DIRECTIONS FOR THIS TASK » Collect the lines of the entries where "serif" shows up.

§ §

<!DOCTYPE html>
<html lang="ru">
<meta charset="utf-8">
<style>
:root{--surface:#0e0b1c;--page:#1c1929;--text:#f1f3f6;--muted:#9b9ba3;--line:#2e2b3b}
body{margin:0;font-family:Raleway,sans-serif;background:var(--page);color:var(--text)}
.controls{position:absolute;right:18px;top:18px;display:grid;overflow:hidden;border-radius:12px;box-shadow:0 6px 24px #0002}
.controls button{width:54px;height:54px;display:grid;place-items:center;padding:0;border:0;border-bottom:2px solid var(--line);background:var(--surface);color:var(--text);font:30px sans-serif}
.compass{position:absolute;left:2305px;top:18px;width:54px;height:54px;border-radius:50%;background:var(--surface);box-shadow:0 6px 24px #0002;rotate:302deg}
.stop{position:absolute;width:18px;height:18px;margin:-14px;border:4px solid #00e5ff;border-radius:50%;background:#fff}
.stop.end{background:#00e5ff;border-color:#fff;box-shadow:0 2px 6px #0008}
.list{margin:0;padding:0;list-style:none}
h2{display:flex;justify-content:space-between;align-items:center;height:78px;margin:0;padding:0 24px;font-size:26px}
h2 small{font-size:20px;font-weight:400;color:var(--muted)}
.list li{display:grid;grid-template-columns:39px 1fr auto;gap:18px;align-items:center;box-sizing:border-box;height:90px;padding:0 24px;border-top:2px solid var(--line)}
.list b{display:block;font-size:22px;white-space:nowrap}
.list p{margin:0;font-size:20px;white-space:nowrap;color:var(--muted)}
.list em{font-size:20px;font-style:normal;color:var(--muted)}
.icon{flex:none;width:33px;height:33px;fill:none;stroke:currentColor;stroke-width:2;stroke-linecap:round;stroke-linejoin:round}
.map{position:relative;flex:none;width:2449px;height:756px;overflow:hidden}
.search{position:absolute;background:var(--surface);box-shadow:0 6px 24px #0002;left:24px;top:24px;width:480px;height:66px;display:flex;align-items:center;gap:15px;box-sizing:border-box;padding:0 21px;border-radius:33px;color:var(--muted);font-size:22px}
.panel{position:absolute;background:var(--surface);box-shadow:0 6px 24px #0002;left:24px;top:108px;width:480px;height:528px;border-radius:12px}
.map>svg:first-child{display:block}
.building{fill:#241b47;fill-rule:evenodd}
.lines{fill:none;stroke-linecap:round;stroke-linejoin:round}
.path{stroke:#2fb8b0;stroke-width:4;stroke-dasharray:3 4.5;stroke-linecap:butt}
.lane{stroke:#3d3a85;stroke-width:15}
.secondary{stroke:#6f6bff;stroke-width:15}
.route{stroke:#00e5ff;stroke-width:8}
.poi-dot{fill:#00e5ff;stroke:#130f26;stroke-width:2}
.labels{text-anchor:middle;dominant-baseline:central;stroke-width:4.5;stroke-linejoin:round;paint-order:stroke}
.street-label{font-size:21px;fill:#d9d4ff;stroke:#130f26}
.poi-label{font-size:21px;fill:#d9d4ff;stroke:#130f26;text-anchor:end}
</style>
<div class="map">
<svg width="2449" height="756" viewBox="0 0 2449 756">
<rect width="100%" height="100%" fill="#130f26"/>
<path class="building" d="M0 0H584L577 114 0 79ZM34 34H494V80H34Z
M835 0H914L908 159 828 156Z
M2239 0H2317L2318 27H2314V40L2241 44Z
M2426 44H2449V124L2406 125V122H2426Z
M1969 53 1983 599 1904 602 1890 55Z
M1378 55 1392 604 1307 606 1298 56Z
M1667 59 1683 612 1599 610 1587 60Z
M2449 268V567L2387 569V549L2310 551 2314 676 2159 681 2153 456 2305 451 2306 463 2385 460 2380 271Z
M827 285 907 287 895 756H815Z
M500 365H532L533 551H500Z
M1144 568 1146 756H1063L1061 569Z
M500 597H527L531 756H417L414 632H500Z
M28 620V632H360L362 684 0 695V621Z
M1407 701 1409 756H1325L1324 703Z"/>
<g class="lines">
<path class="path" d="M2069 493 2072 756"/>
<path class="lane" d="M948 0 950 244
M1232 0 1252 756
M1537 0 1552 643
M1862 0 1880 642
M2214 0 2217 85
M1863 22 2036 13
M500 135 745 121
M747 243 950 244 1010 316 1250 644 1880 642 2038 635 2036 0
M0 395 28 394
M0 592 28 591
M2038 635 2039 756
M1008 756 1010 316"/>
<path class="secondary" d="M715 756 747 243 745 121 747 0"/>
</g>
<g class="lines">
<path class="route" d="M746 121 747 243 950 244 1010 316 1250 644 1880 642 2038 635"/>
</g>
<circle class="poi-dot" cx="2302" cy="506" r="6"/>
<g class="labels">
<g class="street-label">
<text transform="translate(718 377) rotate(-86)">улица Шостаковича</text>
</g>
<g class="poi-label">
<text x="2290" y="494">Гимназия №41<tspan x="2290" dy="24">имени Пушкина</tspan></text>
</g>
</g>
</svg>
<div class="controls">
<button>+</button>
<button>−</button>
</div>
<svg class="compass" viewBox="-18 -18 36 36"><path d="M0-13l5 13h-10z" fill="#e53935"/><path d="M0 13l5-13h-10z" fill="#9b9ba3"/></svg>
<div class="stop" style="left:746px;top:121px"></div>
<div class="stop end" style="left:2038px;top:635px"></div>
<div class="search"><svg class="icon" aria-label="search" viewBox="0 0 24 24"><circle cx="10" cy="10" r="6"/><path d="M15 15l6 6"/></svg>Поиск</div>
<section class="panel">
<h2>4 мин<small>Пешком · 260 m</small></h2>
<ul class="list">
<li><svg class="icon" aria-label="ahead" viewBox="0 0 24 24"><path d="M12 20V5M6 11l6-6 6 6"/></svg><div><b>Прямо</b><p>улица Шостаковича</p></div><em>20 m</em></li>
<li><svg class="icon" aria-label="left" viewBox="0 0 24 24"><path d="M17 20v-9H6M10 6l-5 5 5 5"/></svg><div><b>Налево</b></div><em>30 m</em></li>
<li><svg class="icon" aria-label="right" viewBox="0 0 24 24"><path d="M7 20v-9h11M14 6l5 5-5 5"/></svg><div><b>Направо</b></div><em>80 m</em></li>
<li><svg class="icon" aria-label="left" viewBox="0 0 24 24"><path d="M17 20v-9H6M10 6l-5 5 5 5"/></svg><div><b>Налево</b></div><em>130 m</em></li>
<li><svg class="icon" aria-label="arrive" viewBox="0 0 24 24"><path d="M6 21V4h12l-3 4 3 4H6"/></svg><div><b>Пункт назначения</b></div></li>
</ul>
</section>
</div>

§ §

FINISHED TASK »
body{margin:0;font-family:Raleway,sans-serif;background:var(--page);color:var(--text)}
.controls button{width:54px;height:54px;display:grid;place-items:center;padding:0;border:0;border-bottom:2px solid var(--line);background:var(--surface);color:var(--text);font:30px sans-serif}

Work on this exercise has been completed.